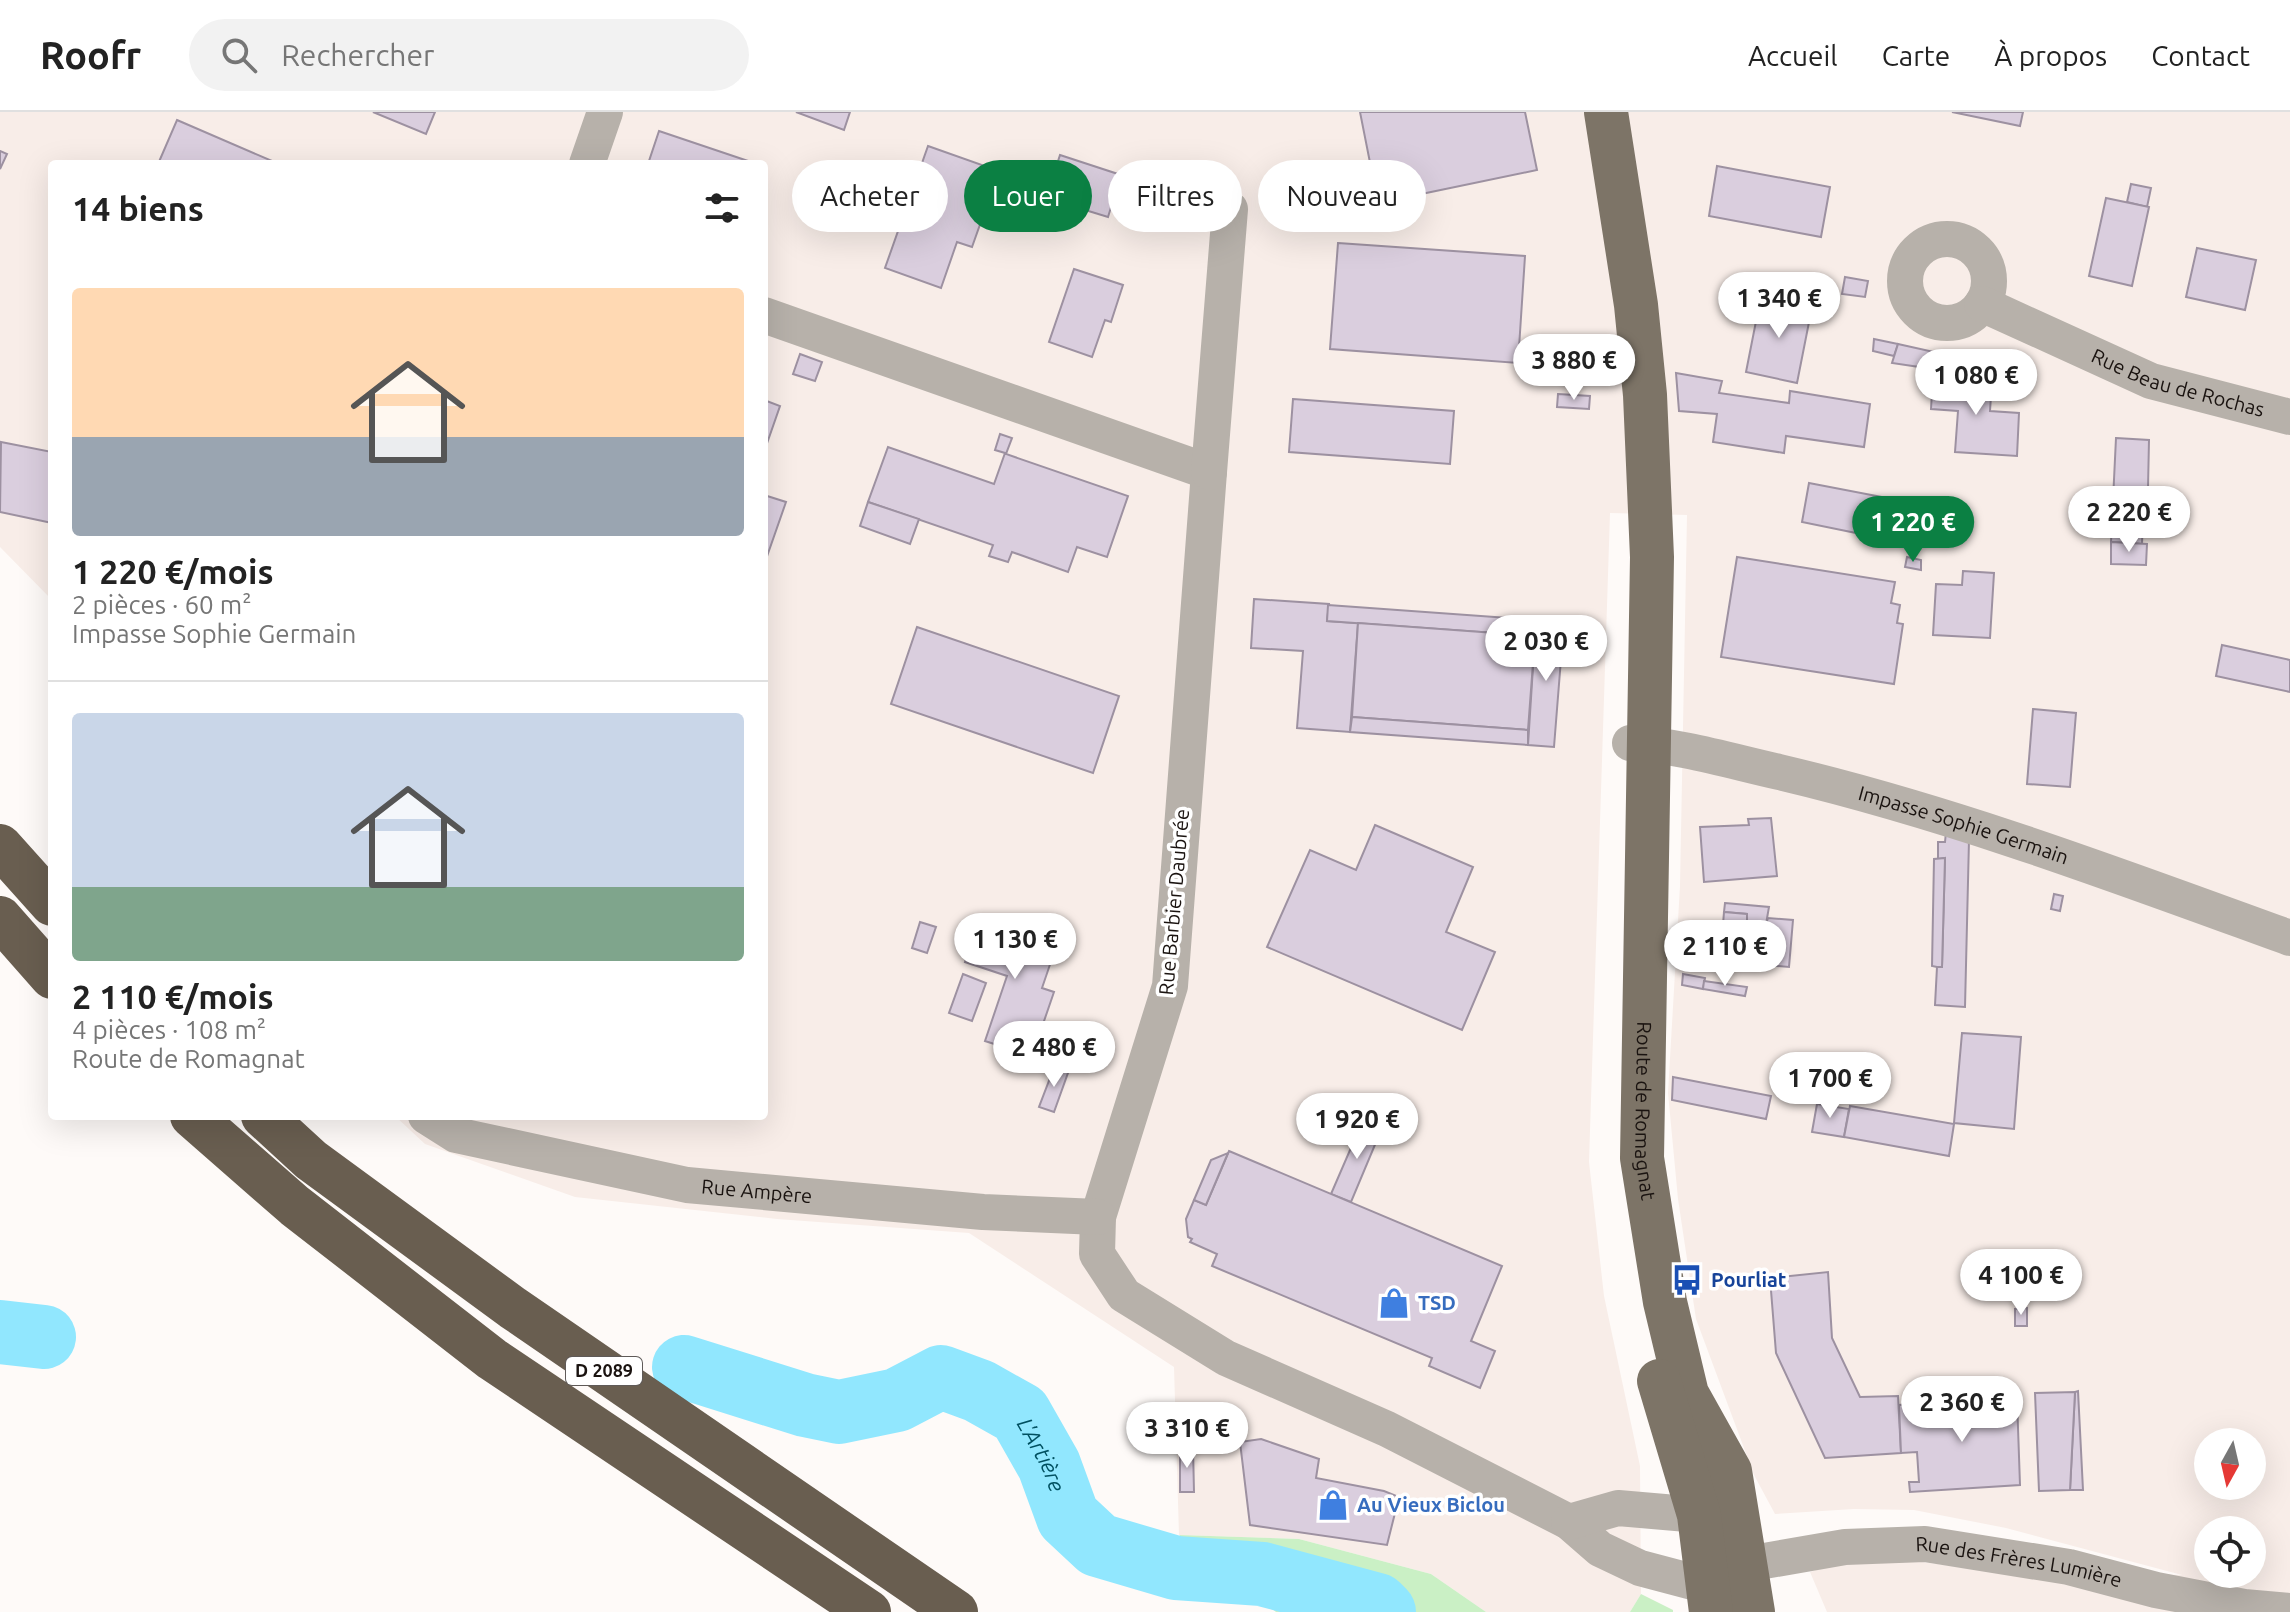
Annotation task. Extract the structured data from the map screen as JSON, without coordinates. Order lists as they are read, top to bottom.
{
  "streets": {
    "highway": ["D 2089"],
    "main road": ["Route de Romagnat"],
    "street": [
      "Rue Beau de Rochas",
      "Impasse Sophie Germain",
      "Rue Barbier Daubrée",
      "Rue Ampère",
      "Rue des Frères Lumière"
    ]
  },
  "crossings": [
    ["Impasse Sophie Germain", "Route de Romagnat"],
    ["Rue Barbier Daubrée", "Route de Romagnat"],
    ["Rue Barbier Daubrée", "Rue Ampère"],
    ["Rue Barbier Daubrée", "Rue des Frères Lumière"],
    ["Route de Romagnat", "Rue des Frères Lumière"]
  ],
  "water": ["L'Artière"],
  "places": {
    "bus stop": ["Pourliat"],
    "shop": ["TSD", "Au Vieux Biclou"]
  },
  "north": "bottom",
  "page": {
    "header": "Roofr",
    "search": "Rechercher",
    "nav": [
      "Accueil",
      "Carte",
      "À propos",
      "Contact"
    ],
    "chip": [
      "Acheter",
      "Louer",
      "Filtres",
      "Nouveau"
    ],
    "heading": "14 biens",
    "list": [
      {
        "name": "1 220 €/mois",
        "note": "2 pièces · 60 m² · Impasse Sophie Germain"
      },
      {
        "name": "2 110 €/mois",
        "note": "4 pièces · 108 m² · Route de Romagnat"
      }
    ],
    "price": [
      "1 340 €",
      "3 880 €",
      "1 080 €",
      "2 220 €",
      "1 220 €",
      "2 030 €",
      "1 130 €",
      "2 110 €",
      "2 480 €",
      "1 700 €",
      "1 920 €",
      "4 100 €",
      "2 360 €",
      "3 310 €"
    ]
  }
}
——————
Extract every line above that contains the word "Lumière".

      "Rue des Frères Lumière"
    ["Rue Barbier Daubrée", "Rue des Frères Lumière"],
    ["Route de Romagnat", "Rue des Frères Lumière"]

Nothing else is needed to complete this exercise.